Work task: In the entries below, spot each line with the word "linejoin" and copy it.

[Stored data entries]
BEGIN

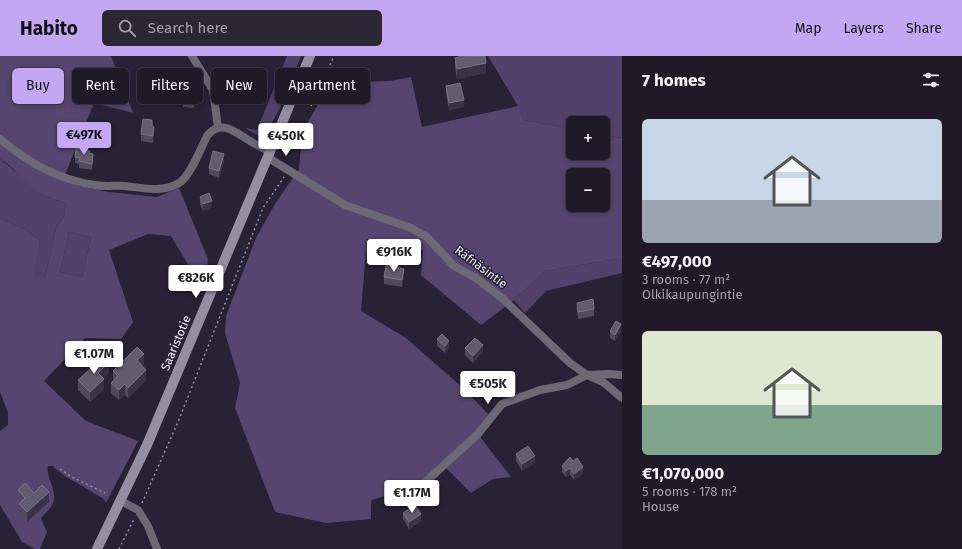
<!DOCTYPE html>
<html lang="en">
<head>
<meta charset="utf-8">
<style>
	:root { --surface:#1f1928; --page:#2c2634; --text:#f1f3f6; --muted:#a1a0a8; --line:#3c3845; --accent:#c3a7f2 }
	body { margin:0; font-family:"Fira Sans",sans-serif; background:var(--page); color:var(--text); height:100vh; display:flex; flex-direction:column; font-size:15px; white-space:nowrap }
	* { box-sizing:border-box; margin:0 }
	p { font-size:13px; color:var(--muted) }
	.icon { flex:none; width:22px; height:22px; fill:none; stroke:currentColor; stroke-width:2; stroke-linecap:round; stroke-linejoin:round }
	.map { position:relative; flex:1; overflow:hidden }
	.side { display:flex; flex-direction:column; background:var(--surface); width:340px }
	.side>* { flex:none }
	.guide { position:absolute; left:12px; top:12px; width:380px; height:36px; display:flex; gap:8px }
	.tools { position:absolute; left:566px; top:60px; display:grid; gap:8px }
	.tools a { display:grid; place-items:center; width:44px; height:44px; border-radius:6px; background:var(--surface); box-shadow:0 2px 6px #0003,0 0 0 1px var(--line); font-size:20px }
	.price { position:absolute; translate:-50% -34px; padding:0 9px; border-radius:4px; background:#fff; color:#222; font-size:13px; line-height:26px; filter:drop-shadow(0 1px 2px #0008) }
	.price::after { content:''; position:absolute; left:50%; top:24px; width:12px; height:9px; margin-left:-6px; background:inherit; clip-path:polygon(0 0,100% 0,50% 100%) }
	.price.selected { background:var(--accent); color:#111 }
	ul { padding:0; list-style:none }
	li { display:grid; align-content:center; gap:8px; height:212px; padding:0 20px }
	li span { display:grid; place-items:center; height:124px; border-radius:6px; color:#555 }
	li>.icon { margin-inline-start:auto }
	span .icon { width:72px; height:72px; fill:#fffc; stroke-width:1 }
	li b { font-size:17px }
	h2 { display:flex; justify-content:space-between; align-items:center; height:48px; padding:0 20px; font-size:17px }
	.chip { padding:0 14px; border-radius:6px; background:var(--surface); box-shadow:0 2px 6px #0003,0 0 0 1px var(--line); font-size:14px; line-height:36px }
	.chip.selected { background:var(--accent); color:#111 }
	header { display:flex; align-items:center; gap:24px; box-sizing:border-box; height:56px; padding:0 20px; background:var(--accent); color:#111 }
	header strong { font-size:19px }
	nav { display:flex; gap:22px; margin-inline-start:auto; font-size:14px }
	.search { width:280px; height:36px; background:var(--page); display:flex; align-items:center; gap:10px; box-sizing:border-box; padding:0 14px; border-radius:6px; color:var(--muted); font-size:15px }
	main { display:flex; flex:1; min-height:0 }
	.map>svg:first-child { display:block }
</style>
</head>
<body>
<header>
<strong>Habito</strong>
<div class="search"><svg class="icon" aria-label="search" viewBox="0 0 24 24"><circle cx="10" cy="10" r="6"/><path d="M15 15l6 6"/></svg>Search here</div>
<nav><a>Map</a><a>Layers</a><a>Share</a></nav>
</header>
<main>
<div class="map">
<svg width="622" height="493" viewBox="0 0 622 493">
	<rect width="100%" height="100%" fill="#292136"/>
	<path fill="#51416b" d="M287,0H301L280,52L265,79L261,81L245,72L257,74Z
		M488,0H622V82L603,79V67H573V73L524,64L518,50Z
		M0,103L49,142L66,147L64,160L56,172L45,222H32L40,185L25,173L0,162Z
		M69,176L91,181L82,221L60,216Z
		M622,202V217L546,235L525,257L514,244L545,215Z"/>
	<path fill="#564570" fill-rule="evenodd" d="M0,0H111L133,57L94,47L65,119L37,106L0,79Z
		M411,21L422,71L518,50L524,64L573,73V97H603V79L622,82V202L545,215L514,244L481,269L421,219L423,194L367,183L361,255L406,282L463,332L491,361L478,378L511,421L493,423L471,437L443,409L421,430L371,444V463L326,467L275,456L235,352L240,327L225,277L226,260L256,182L275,148L299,113L302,76L326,35L347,33L365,26L390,25ZM573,119H603V149H573Z
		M0,88L35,112L79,130L109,136L157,141L179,132L208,203L204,235L171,180L148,178L109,194L133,266L121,283L85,282L44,325L86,365L138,385L106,447L104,443L65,420L52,410H48C45,420 58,435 53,447C51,453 44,458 41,462L47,476L40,493H35L22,486L0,449V375L8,369V357L0,336V162L25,173L40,185L33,222H45L56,172L64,160L66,147C56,144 47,142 39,136C24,127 15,111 0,103ZM69,176L91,181L82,221L60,216Z"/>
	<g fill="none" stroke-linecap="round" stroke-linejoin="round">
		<path stroke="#9690a1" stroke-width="1.5" stroke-dasharray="2 3" stroke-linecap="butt" d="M311,50L334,0
			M290,70L297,73
			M60,413L70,420L105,437
			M142,447L178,366L263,152L284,121
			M119,493L134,463"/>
		<path stroke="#6c6874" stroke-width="8" d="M192,0L213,34L218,72
			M0,83C28,106 58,124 95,129C105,131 115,129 125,130C143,132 162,137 179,127C190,121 201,92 207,80C221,62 236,77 250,85C257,89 263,92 270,96
			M267,101L345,149L411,172L427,181L454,210L476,222L503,243L570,307L587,319L603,326L622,342
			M421,430L478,378L502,348L540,334L567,329L587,319L609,318L622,319
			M121,445L138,454L148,470L157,493"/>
		<path stroke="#948ea0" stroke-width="10" d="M97,493L147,389L310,0"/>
	</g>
	<path fill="#514a5f" d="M455,2L486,17L457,23L455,12Z
		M446,30L464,51L449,54L446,37Z
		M195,42L194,52L183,51V44Z
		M152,70L154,77L153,87L141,85V78Z
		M90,97L93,105L92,114L79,112V108L75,107V101Z
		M224,105L219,122L209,118V112Z
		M200,141L212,151L203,155L200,148Z
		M404,220L402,231L384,228V221Z
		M577,247L594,253V260L578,263L577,253Z
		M610,275H621L615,285L610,282Z
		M437,283L449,292L445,297L437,290Z
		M465,292L483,296L473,307L465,299Z
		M144,308L142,310L146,324L128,342L125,339L119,344L111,337V327L113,325V315Z
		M109,316L103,322L104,333L90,346L78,334V324Z
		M516,398L535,407L522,415L516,405Z
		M570,401L583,418L574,424L570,419L566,421L562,416V410Z
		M18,434L34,437L49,446L27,466L19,458V448L20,446L18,444Z
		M403,457L421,465L409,473L403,463Z"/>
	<path fill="#3a3247" d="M486,7V17L457,23V13Z
		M464,44V51L449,54V47Z
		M93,98V105L92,114V108Z
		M224,98V105L219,122V115Z
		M212,145V151L203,155V148Z
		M404,213V220L402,231V224Z
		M621,268V275L615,285V279Z
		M449,285V292L445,297V290Z
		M483,289V296L473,307V300Z
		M144,298V308L137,315V304Z
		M109,306V316L98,327V317Z
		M146,314V324L128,342V332Z
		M104,323V333L90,346V336Z
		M125,328V339L119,344V334Z
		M535,400V407L522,415V408Z
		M583,411V418L574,424V418Z
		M570,412V419L566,421V415Z
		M49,436V446L27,466V456Z
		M421,458V465L409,473V466Z"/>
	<path fill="#635c70" stroke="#7a7386" d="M462,0H485L486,7L457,13L455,2Z
		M460,27L464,44L449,47L446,30Z
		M184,34L195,35L194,45L183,44Z
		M143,63L152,64V70L154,71L153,80L141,78Z
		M76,92L90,95L89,97L93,98L92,108L79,105L80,102L75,101Z
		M213,95L224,98L219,115L209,112Z
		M209,137L212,145L203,148L200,141Z
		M386,209L404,213L402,224L384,221Z
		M593,243L594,253L578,256L577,247Z
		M616,265L621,268L615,279L610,275Z
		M442,278L449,285L445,290L437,283Z
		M475,282L483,289L473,300L465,292Z
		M137,291L144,298L137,304L146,314L128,332L125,328L119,334L111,327L118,320L113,315Z
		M104,300L109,306L98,317L104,323L90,336L78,324Z
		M528,390L535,400L522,408L516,398Z
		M570,401L573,405L577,402L583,411L574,418L570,412L566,415L562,410Z
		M25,427L34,437L42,429L49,436L27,456L19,448L25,442L18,434Z
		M415,449L421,458L409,466L403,457Z"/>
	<g text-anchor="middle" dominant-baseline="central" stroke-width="3" stroke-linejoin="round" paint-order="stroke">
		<g font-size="12" fill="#f6f2fe" stroke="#292136">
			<text transform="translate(481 211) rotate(37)">Räfnäsintie</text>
			<text transform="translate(176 287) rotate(-67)">Saaristotie</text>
		</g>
	</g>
</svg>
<div class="tools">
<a>+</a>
<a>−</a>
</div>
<b class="price selected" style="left:84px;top:100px">€497K</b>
<b class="price" style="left:286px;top:101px">€450K</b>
<b class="price" style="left:394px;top:217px">€916K</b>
<b class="price" style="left:196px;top:243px">€826K</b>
<b class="price" style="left:94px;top:319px">€1.07M</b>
<b class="price" style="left:488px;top:349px">€505K</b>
<b class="price" style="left:412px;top:458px">€1.17M</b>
<div class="guide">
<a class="chip selected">Buy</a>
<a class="chip">Rent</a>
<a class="chip">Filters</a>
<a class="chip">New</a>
<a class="chip">Apartment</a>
</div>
</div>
<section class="side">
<h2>7 homes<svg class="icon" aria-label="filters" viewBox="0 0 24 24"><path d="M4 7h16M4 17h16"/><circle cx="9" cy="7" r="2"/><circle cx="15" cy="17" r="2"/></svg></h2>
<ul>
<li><span style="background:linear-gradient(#c9d6e8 65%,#9aa5b1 0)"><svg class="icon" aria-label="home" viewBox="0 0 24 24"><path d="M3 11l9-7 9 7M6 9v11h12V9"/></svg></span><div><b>€497,000</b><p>3 rooms · 77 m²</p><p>Olkikaupungintie</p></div></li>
<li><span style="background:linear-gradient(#dfe7d0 60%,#7fa58c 0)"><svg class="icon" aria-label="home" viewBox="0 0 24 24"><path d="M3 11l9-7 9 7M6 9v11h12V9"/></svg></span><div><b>€1,070,000</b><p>5 rooms · 178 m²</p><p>House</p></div></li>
</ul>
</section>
</main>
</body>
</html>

END

Solution:
	.icon { flex:none; width:22px; height:22px; fill:none; stroke:currentColor; stroke-width:2; stroke-linecap:round; stroke-linejoin:round }
	<g fill="none" stroke-linecap="round" stroke-linejoin="round">
	<g text-anchor="middle" dominant-baseline="central" stroke-width="3" stroke-linejoin="round" paint-order="stroke">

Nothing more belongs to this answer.